F. Impureza por Descargas Corporales – Levítico 15:1-33
Este capítulo revisa la pureza ritual (limpio e inmundo) y aquellas regulaciones relacionadas con la sexualidad humana – la inmundicia causada por secreciones corporales de los órganos sexuales masculinos y femeninos y el proceso de restaurar la pureza ritual. El capítulo está dividido en cinco partes:
1. La impureza causada por las emisiones anormales de un hombre – Levítico 15:1-15
Esto se referiría a una enfermedad como la gonorrea, que produciría la pérdida continua de un fluido blanquecino con el tiempo. Esto haría que un hombre fuera inmundo y todo lo que tocara también quedaría contaminado. Esta impureza se eliminaba mediante el lavado y una cuarentena de un día hasta el atardecer. Una vez que estaba sanado (la infección y la descarga cesaban) él:
- Cuartentena por siete días.
- Lavar sus ropas y su cuerpo.
- Ofrecer dos aves: una como ofrenda por el pecado, y la otra como holocausto por el sacerdote.
Él y el campamento quedarían entonces ritualmente limpios.
2. La impureza causada por la emisión normal de un hombre.
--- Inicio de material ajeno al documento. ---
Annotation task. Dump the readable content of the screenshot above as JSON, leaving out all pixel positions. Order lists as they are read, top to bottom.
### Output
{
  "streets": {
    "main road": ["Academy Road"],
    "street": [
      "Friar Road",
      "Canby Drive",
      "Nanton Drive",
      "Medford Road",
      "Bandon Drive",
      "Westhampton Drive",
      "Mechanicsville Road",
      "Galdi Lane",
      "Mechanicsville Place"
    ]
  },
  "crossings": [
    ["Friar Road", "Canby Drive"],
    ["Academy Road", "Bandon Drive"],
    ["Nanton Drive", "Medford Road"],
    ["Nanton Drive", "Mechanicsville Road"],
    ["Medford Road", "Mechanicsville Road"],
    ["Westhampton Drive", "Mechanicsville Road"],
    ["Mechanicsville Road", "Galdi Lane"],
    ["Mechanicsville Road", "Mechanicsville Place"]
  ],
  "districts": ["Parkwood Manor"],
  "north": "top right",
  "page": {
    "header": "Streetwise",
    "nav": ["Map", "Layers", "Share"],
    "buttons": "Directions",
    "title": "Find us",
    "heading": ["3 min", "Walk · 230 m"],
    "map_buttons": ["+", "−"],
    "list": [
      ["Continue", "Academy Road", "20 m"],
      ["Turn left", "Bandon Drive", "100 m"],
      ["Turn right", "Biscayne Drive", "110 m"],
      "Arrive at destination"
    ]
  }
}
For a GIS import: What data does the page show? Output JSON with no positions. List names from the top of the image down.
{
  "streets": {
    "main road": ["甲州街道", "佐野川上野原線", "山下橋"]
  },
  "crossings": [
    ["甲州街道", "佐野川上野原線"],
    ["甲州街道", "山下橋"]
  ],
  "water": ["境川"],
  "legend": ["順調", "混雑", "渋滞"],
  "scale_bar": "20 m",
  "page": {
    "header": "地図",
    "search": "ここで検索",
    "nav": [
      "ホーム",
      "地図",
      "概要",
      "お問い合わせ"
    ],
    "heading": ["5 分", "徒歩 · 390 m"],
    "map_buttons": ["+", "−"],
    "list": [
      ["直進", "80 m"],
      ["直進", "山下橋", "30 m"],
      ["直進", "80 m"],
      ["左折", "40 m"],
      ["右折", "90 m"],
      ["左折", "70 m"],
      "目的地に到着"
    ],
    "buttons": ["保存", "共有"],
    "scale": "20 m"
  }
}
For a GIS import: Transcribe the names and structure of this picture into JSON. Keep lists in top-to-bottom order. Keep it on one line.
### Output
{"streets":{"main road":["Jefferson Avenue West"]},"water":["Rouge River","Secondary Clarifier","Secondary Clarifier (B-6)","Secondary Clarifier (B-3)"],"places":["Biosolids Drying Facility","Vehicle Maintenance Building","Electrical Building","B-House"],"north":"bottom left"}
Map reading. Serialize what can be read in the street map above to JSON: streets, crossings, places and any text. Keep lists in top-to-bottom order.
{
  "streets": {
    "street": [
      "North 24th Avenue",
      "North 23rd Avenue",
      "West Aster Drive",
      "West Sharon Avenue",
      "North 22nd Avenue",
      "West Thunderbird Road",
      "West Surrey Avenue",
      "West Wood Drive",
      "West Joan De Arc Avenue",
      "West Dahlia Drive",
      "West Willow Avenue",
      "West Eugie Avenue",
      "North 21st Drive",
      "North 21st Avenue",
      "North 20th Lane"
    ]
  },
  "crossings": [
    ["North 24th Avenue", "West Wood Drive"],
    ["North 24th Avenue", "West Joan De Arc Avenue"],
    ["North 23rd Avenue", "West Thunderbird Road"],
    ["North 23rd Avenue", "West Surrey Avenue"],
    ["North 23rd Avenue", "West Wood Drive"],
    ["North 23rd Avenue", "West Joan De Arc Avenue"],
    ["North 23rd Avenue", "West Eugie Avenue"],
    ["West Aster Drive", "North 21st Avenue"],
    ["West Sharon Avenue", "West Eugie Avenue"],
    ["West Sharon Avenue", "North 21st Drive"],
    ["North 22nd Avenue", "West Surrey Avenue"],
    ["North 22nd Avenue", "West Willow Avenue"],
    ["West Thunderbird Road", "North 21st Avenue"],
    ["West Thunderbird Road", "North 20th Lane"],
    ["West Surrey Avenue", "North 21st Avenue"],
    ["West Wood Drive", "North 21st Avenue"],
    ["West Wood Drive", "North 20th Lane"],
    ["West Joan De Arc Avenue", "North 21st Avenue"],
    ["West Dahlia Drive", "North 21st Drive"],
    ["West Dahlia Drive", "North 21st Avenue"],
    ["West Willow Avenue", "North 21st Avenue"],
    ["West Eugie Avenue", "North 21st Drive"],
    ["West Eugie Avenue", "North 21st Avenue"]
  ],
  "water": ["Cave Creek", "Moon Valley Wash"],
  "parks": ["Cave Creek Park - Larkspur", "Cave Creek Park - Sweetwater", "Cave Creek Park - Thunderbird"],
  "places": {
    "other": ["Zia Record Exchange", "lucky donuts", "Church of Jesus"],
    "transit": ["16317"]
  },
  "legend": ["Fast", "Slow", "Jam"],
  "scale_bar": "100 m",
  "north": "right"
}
16»Y si un hombre tiene emisión de semen, bañará todo su cuerpo en agua y quedará inmundo hasta el atardecer. 17En cuanto a cualquier vestidura o piel sobre la cual haya emisión de semen, será lavada con agua y quedará inmunda hasta el atardecer. 18Si un hombre se acuesta con una mujer y hay emisión de semen, ambos se bañarán en agua y quedarán inmundos hasta el atardecer.
- Levítico 15:16-18
Estas instrucciones se refieren a las emisiones nocturnas involuntarias, así como a la relación normal con una mujer (esposa). La emisión de fluido seminal hacía al hombre ritualmente impuro y requería que tanto él como su esposa se bañaran antes de poder reanudar la actividad religiosa.
3. Impureza causada por la emisión de una mujer que dura muchos días – Levítico 15:25-30
Una mujer era considerada ritualmente inmunda durante siete días después del inicio de su menstruación. Todo lo que ella tocaba, cualquiera que la tocara, o donde ella se sentaba se volvía impuro. Si tenía relaciones sexuales con su esposo, ambos eran considerados inmundos por siete días. Al final de su ciclo, se consideraba limpia nuevamente ya que su flujo menstrual cesaba, sin necesidad de ofrendas especiales porque esto era un acontecimiento natural y mensual.
4. Impureza causada por la descarga de una mujer que dura muchos días – Levítico 15:25-30
La razón (descarga continua) por la cual las mujeres eran inmundas era la misma que para los hombres. En el caso de la mujer, usualmente era un problema con su ciclo o alguna otra enfermedad cuyo síntoma era una descarga de algún tipo. Volver a la pureza ritual también era igual que para los hombres. Una vez que el flujo cesaba:
- Cuarentena por siete días.
- Lavar la ropa y el cuerpo.
- Ofrecer dos aves en el Tabernáculo.
Esta ofrenda señalaría su pureza ritual y su acción de gracias y reconsagración a Dios.
Resumen
Para terminar este capítulo, sección y tema, que he comprimido en una sola lección, cito Levítico 15:31-33:
31Así mantendréis a los hijos de Israel separados de sus impurezas, para que no mueran en sus impurezas por haber contaminado mi tabernáculo que está entre ellos. 32Esta es la ley para el que tiene flujo y para el hombre que tiene una emisión de semen, contaminándose por él, 33y para la mujer que está enferma por causa de su impureza menstrual, para el que tenga un flujo, sea hombre o mujer, y para el hombre que se acueste con una mujer inmunda.
- Levítico 15:31-33
Esto explica las razones por las cuales se dieron estas leyes:
- Preservar la santidad del Tabernáculo.
- Impedir que cualquiera que estuviera ritualmente impuro se acercara siquiera al Tabernáculo.
- Evitar las graves consecuencias para el impuro al acercarse a Dios.